------ MATERIAL SHOWN
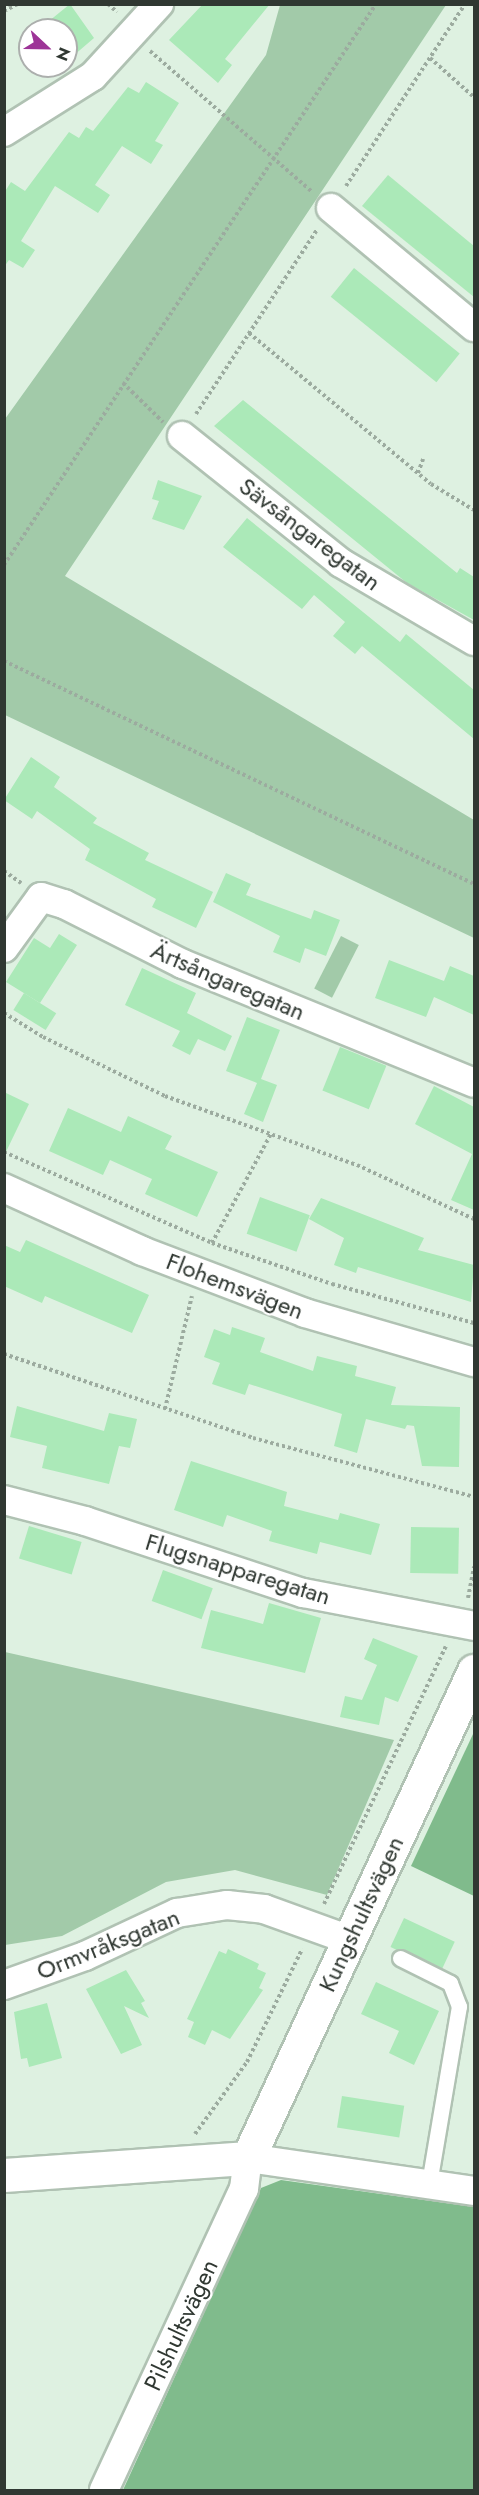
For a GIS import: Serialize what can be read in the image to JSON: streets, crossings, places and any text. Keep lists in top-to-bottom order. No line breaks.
{"streets":{"street":["Sävsångaregatan","Ärtsångaregatan","Flohemsvägen","Flugsnapparegatan","Kungshultsvägen","Ormvråksgatan","Pilshultsvägen"]},"crossings":[["Kungshultsvägen","Ormvråksgatan"],["Kungshultsvägen","Pilshultsvägen"]],"north":"right"}
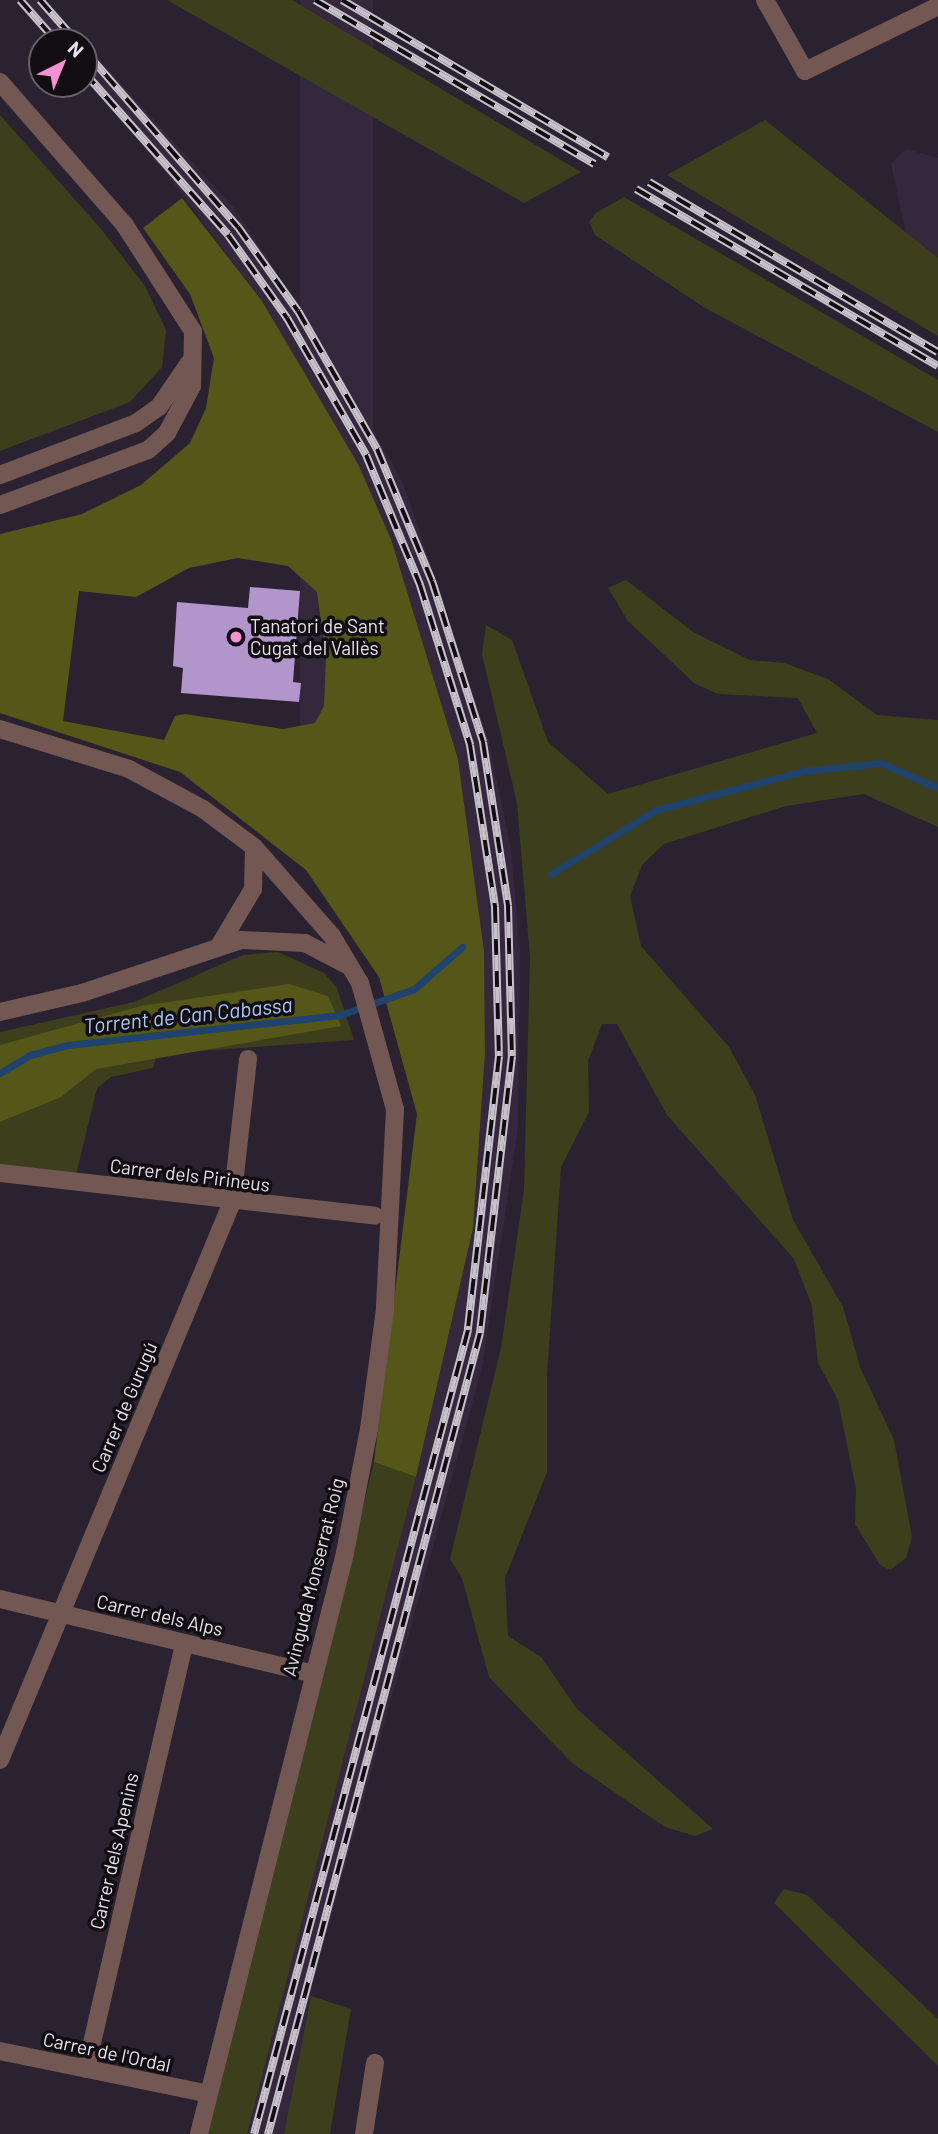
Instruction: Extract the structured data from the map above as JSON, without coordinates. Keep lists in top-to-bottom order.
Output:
{
  "streets": {
    "street": [
      "Carrer dels Pirineus",
      "Carrer de Gurugú",
      "Avinguda Monserrat Roig",
      "Carrer dels Alps",
      "Carrer dels Apenins",
      "Carrer de l'Ordal"
    ]
  },
  "crossings": [
    ["Carrer dels Pirineus", "Carrer de Gurugú"],
    ["Carrer de Gurugú", "Carrer dels Alps"],
    ["Avinguda Monserrat Roig", "Carrer dels Alps"],
    ["Avinguda Monserrat Roig", "Carrer de l'Ordal"],
    ["Carrer dels Alps", "Carrer dels Apenins"],
    ["Carrer dels Apenins", "Carrer de l'Ordal"]
  ],
  "water": ["Torrent de Can Cabassa"],
  "places": ["Tanatori de Sant Cugat del Vallès"],
  "north": "top right"
}
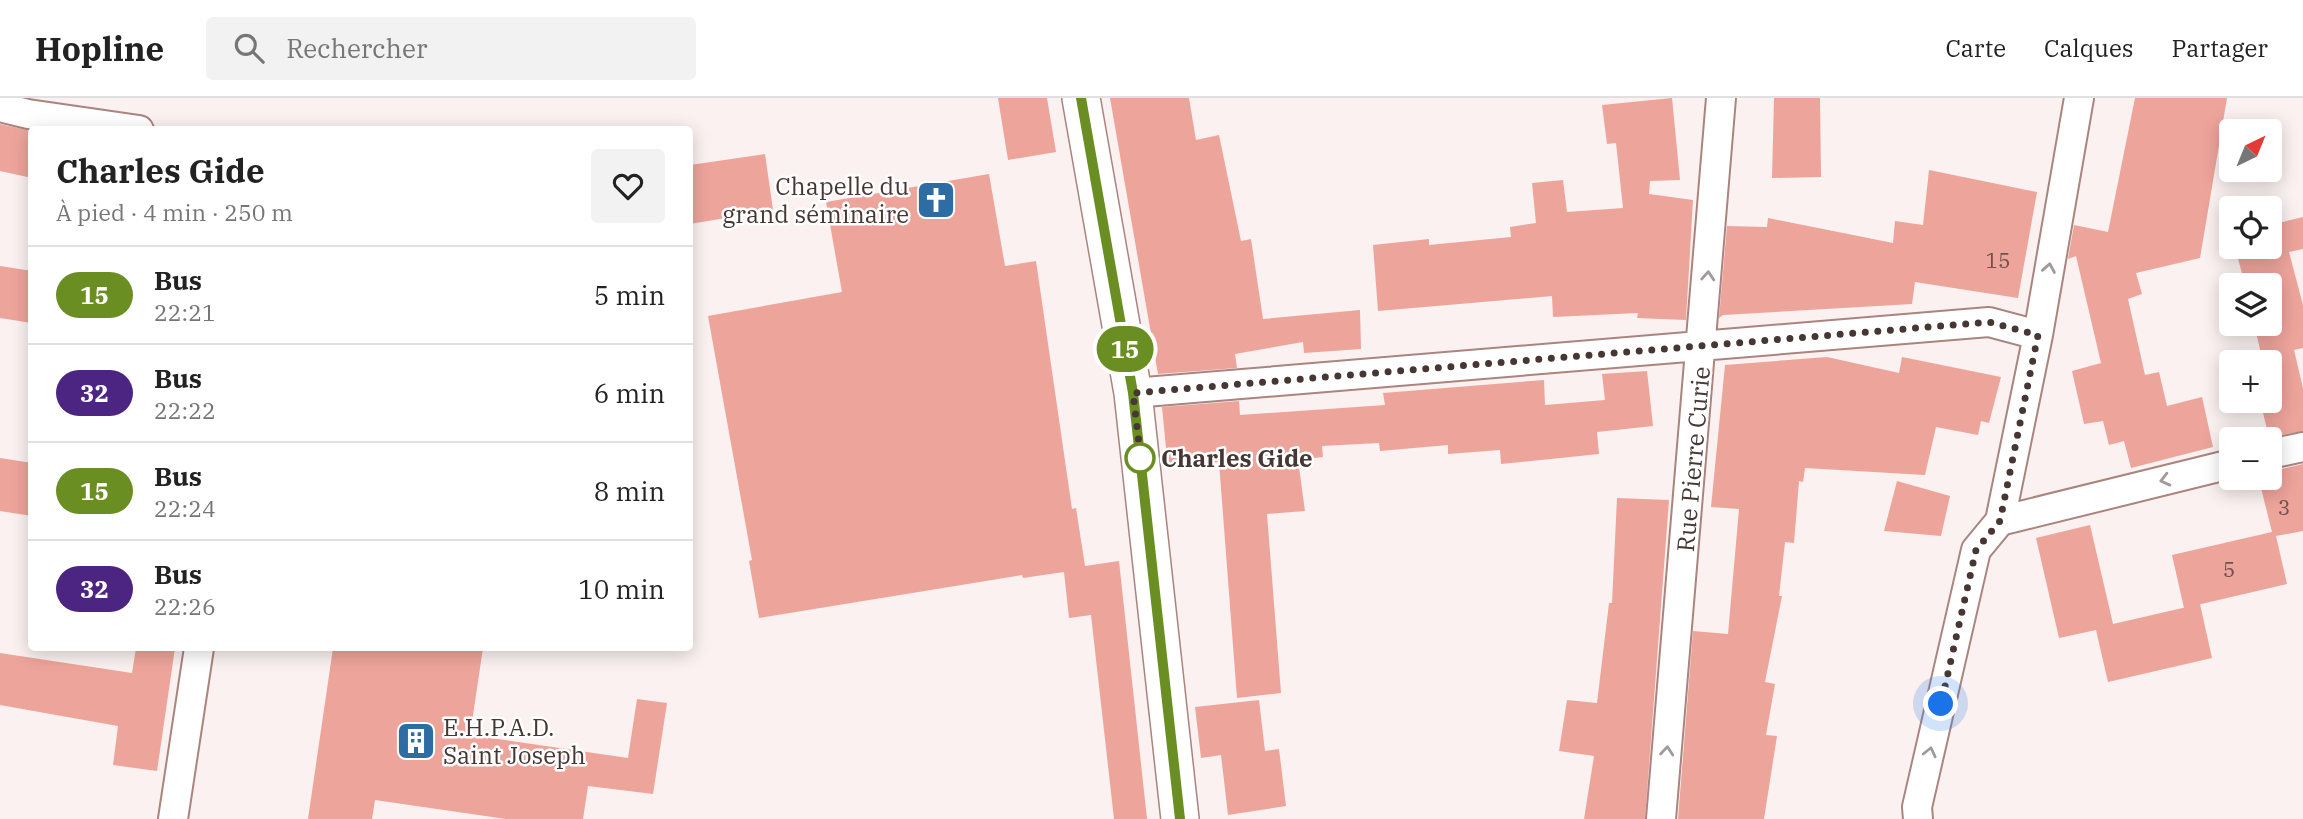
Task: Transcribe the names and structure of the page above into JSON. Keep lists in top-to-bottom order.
------------
▶ WORK TO COMPLETE:
When you reach a picture in the records above, pass over it and transcribe the rest exactly.

▶ RESPONSE AREA:
For a GIS import: Serialize what can be read in the image to JSON: streets, crossings, places and any text. Keep lists in top-to-bottom order. No line breaks.
{"streets":{"street":["Sävsångaregatan","Ärtsångaregatan","Flohemsvägen","Flugsnapparegatan","Kungshultsvägen","Ormvråksgatan","Pilshultsvägen"]},"crossings":[["Kungshultsvägen","Ormvråksgatan"],["Kungshultsvägen","Pilshultsvägen"]],"north":"right"}
Instruction: Extract the structured data from the map above as JSON, without coordinates. Keep lists in top-to-bottom order.
Output:
{
  "streets": {
    "street": [
      "Carrer dels Pirineus",
      "Carrer de Gurugú",
      "Avinguda Monserrat Roig",
      "Carrer dels Alps",
      "Carrer dels Apenins",
      "Carrer de l'Ordal"
    ]
  },
  "crossings": [
    ["Carrer dels Pirineus", "Carrer de Gurugú"],
    ["Carrer de Gurugú", "Carrer dels Alps"],
    ["Avinguda Monserrat Roig", "Carrer dels Alps"],
    ["Avinguda Monserrat Roig", "Carrer de l'Ordal"],
    ["Carrer dels Alps", "Carrer dels Apenins"],
    ["Carrer dels Apenins", "Carrer de l'Ordal"]
  ],
  "water": ["Torrent de Can Cabassa"],
  "places": ["Tanatori de Sant Cugat del Vallès"],
  "north": "top right"
}
Task: Transcribe the names and structure of the page above into JSON. Keep lists in top-to-bottom order.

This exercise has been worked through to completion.